Son livre est le résultat d’une enquête entreprise
« pour discuter avec les intéressés les
raisons, les préjugés, les préventions qu’ils
entretiennent contre la Monarchie et pour établir que ces
préventions, ces préjugés et ces raisons ne leur
sont pas imposés par l’intérêt ouvrier et
s’opposent aux progrès de l’organisation ouvrière ».
À vrai dire,
l’enquête de M. Valois fut plutôt maigre en résultats,
et les réponses qu’il obtint de quelques « militants
ou théoriciens syndicalistes » n’occupent guère
qu’une cinquantaine de pages parmi les quelques quatre cents que
compte ce volume. Celui-ci est bien une oeuvre personnelle de M.
Valois dont la thèse, un peu simpliste, ne réclamait
peut-être pas un tel développement. En voici
l’argument :
L’avènement du
régime républicain a été marqué
par la suppression des anciennes corporations qui étaient
l’équivalent des syndicats actuels. Si ceux-ci ont pu
renaître, grâce à la force ouvrière qui les
a imposés aux gouvernants de la République, le régime
républicain est néanmoins un obstacle à
l’accomplissement de leur besogne propre, qui est la défense
des intérêts économiques de la classe ouvrière.

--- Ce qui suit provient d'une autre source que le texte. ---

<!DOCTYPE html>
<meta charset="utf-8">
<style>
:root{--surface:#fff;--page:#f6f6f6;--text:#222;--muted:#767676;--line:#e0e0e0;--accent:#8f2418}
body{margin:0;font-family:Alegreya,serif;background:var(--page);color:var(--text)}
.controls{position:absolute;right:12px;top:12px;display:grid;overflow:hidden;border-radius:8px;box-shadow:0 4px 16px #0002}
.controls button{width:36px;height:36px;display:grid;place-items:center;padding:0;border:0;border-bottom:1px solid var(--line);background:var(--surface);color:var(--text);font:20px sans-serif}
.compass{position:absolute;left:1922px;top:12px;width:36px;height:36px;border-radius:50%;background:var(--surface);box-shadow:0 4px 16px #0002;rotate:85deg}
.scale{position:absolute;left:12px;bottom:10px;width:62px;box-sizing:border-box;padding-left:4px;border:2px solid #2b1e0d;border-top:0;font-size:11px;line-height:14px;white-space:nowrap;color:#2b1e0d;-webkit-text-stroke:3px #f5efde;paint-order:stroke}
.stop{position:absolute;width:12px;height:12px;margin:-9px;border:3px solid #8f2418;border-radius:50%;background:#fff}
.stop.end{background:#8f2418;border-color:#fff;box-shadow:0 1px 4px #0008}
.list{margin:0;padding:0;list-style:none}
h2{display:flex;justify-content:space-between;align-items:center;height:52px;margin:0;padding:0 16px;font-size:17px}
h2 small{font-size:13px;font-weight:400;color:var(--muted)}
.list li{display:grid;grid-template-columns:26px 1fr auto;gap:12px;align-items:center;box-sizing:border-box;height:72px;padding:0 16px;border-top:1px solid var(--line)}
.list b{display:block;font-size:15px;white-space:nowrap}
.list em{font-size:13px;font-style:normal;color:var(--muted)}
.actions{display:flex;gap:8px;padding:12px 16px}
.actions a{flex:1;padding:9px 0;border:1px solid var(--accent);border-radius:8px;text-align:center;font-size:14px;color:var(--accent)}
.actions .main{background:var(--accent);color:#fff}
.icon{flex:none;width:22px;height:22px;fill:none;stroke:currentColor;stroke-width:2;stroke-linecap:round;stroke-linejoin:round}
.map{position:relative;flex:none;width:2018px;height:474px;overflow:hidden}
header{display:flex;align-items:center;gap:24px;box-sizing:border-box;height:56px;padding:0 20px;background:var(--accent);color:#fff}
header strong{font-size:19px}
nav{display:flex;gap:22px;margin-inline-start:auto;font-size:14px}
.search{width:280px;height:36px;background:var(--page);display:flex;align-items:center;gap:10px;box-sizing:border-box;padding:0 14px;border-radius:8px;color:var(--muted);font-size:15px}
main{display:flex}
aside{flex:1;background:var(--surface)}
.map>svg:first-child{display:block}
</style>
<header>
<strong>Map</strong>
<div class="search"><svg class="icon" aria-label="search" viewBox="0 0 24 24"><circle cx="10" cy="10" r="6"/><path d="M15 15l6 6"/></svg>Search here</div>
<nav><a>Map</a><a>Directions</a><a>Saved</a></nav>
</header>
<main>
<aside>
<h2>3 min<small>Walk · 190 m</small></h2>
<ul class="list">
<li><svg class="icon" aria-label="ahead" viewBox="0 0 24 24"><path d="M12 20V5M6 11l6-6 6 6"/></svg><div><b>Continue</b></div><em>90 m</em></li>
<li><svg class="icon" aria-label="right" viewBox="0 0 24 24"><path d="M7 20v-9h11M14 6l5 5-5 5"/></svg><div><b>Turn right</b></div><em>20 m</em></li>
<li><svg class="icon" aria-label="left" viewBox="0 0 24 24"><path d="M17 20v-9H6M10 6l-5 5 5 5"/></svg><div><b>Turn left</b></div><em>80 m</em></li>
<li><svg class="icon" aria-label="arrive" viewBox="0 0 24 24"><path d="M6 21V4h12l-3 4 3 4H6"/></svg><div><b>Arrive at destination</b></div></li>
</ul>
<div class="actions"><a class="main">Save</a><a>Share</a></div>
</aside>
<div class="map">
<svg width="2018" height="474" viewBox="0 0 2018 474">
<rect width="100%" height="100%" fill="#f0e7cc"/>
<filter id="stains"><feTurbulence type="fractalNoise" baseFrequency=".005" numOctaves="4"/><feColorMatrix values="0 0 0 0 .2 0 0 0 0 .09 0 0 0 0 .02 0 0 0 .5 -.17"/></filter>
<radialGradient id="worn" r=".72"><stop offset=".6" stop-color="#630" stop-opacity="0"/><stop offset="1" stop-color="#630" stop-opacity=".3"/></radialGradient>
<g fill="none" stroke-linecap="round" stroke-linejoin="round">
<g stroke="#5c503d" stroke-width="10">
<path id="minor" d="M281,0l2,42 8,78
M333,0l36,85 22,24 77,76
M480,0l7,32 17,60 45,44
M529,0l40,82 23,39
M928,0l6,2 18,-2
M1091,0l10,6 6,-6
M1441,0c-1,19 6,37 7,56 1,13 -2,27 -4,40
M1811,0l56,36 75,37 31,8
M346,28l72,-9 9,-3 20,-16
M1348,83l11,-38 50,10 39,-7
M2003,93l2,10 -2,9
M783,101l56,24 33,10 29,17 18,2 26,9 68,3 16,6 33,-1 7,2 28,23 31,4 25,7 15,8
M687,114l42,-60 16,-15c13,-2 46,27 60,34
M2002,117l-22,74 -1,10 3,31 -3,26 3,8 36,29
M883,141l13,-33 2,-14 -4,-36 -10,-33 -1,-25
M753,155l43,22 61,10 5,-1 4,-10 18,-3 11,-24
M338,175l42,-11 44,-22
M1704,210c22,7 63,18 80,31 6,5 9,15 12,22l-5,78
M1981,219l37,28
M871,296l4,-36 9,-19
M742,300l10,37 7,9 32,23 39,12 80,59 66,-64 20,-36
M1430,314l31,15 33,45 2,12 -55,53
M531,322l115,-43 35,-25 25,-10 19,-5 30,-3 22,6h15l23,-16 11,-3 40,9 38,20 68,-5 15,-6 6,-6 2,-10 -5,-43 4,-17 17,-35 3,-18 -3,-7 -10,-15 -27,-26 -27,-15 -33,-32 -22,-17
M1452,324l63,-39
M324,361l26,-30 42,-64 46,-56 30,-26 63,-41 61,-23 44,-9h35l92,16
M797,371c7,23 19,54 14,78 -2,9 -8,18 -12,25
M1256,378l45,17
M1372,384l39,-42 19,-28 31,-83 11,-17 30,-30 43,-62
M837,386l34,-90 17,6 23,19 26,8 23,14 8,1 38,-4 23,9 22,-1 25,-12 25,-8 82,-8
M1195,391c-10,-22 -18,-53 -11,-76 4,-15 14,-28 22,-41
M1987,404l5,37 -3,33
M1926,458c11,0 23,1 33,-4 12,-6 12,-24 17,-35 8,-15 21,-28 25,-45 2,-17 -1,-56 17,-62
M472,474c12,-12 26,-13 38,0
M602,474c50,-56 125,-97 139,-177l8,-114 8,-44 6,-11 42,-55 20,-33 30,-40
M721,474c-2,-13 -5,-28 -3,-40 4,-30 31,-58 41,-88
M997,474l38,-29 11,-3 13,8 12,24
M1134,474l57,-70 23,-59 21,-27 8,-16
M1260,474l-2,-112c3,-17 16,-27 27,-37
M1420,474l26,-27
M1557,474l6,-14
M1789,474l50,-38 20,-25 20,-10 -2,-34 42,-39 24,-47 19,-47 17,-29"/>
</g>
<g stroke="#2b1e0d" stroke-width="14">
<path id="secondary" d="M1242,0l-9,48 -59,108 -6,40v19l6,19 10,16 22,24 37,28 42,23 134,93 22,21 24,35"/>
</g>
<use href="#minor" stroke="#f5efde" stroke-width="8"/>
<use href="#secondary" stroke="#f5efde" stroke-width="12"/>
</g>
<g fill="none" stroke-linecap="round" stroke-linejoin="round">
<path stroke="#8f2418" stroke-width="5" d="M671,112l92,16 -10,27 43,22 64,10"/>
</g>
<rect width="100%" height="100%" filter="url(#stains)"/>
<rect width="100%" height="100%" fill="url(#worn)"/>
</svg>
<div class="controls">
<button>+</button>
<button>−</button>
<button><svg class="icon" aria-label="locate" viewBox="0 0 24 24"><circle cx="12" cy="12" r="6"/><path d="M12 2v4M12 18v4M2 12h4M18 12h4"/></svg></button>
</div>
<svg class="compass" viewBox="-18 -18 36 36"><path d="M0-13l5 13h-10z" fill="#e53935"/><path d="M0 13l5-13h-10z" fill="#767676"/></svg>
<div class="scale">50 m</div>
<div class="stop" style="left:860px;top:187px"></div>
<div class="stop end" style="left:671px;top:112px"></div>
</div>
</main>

En effet, dans une société soumise au régime
parlementaire, il existe nécessairement des partis politiques
qui se disputent le pouvoir. Ces partis politiques s’immiscent dans
les organisations syndicales, y créent des divisions qui les
affaiblissent et en fin de compte les détournent de la lutte
économique pour les mettre au service de leur intérêt
électoral. Il faut donc supprimer politiciens. Or il suffit
pour cela « que l’état politique rende impossible
leur existence, en supprimant leur raison d’être, qui est la
conquête de l’État » [[p.
235]].
Ceci peut se faire de deux façons : en supprimant l’État
purement et simplement ou en le plaçant hors des atteintes des
citoyens. Dans le premier cas, c’est l’anarchie. M. Valois n’en veut
pas car il ne croit pas « que la production puisse être
assurée par l’entente des travailleurs »[[p.
143]]
et pense « que l’ordre dans le travail ne peut être
assuré que par la contrainte »[[p.145]].
Ceci admit, il ne reste donc pour le salut du syndicalisme et de la
classe ouvrière que la Monarchie.
Et voilà comment
M. Valois nous explique que nos préventions contre la
Monarchie s’opposent aux progrès de l’organisation ouvrière.
On pourrait bien se dire
que dans les pays environnants à constitution monarchique, les
partis politiques existent, se disputent le pouvoir et gênent
les syndicats aussi bien qu’en France ; et que notamment en
Italie et en Hollande, le roi Emmanuel ni la reine Wilhelmine ne
peuvent empêcher que la classe ouvrière ne soit coupée
en deux organisations rivales ; mais M. Georges Valois
répondrait que ce sont là des monarchies
constitutionnelles, et que la Monarchie dont il parle c’est non pas
« la Monarchie qui partage son pouvoir avec le peuple
amorphe… la prétendue Monarchie qui fait avec un prétendu
peuple de prétendus contrats nommés constitutions, mais
la vraie Monarchie, où le roi tient seul le pouvoir de l’État
national [[p.
168]]… »,
en un mot l’Absolutisme.
Le point de vue de M.
Georges Valois est essentiellement politique. Le côté
économique des choses lui échappe complètement.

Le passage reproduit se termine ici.